Com o advento da Lei 12.015/09 foram acrescentadas duas
novas causas de aumento de pena para o crime de estupro, nos
termos da redação do artigo 234 – A, III e IV, CP. A primeira causa
de aumento trata dos casos em que do estupro resulte gravidez,
quando o acréscimo será de metade. Já a segunda causa de aumento
refere-se à transmissão à vítima de doença sexualmente
transmissível de que o agente sabe ou deveria saber ser portador,
sendo o incremento da ordem de um sexto até a metade.
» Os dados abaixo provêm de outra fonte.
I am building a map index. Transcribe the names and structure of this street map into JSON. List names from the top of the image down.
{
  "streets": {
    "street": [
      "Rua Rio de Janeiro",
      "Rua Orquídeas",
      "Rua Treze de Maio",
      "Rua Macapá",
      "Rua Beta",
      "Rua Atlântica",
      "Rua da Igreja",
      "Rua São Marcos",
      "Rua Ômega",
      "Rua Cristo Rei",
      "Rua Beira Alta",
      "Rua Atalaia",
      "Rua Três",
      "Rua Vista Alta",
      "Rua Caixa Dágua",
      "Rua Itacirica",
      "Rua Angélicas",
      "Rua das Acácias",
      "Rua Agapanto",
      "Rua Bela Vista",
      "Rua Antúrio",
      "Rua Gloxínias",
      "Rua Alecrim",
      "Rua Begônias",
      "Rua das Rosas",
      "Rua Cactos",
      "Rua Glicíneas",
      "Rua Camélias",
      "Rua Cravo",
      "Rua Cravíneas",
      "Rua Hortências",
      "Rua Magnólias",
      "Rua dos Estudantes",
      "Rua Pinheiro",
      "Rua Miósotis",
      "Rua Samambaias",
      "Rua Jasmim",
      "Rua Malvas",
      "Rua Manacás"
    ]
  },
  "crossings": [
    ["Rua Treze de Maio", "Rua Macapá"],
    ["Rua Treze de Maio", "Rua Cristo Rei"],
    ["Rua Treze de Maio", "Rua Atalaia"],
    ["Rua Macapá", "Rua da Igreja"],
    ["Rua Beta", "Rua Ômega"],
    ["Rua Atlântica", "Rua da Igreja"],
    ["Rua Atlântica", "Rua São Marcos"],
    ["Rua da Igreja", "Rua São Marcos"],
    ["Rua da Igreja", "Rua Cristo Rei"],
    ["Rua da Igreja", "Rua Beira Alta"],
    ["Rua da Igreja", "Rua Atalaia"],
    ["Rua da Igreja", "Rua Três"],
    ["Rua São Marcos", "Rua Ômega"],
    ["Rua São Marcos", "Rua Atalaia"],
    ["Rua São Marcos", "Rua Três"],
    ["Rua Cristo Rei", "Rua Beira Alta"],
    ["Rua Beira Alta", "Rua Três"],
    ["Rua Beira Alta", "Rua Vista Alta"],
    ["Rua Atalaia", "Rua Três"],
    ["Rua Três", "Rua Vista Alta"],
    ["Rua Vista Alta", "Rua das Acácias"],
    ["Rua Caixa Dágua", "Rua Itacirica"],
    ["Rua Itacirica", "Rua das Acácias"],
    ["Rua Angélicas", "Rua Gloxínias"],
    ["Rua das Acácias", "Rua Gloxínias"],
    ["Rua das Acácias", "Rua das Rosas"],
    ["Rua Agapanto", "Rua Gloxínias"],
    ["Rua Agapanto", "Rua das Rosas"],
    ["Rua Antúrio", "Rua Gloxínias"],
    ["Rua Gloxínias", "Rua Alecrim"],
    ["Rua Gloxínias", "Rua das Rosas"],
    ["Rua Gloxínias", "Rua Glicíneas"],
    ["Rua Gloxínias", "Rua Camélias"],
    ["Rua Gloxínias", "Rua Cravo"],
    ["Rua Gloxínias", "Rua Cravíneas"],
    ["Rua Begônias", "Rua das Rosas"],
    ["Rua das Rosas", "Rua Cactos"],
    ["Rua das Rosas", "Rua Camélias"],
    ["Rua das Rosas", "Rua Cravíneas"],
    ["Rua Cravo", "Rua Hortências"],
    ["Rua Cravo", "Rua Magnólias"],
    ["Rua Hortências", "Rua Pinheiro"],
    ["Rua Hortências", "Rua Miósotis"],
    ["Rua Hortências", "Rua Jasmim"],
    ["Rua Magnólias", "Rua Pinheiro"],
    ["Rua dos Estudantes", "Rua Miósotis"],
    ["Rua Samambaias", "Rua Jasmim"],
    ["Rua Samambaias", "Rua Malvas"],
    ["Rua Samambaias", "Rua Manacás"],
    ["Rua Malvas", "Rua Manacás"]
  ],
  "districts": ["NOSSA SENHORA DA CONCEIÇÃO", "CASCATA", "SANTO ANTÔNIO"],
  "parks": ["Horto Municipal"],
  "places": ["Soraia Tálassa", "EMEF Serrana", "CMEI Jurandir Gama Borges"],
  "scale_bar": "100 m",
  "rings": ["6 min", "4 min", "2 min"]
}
Neste trabalho será analisada especificamente a segunda figura
acima mencionada, especialmente no que se refere à transmissão da
AIDS como resultado de um crime de estupro.
Dentre as “doenças sexualmente transmissíveis” estão
certamente as chamadas “doenças venéreas” (v.g. cancros,
blenorragia etc.). No entanto, nem todas as “doenças sexualmente
transmissíveis” são venéreas. A hanseníase se transmite pela via
sexual, assim como a AIDS e nem uma nem outra são “doenças
venéreas”. Portanto, serve para a configuração da causa de aumento
do artigo 234 – A, IV, CP, tanto a transmissão de “doenças venéreas”
como de outras “doenças sexualmente transmissíveis”, vez que as
primeiras são apenas uma espécie das segundas.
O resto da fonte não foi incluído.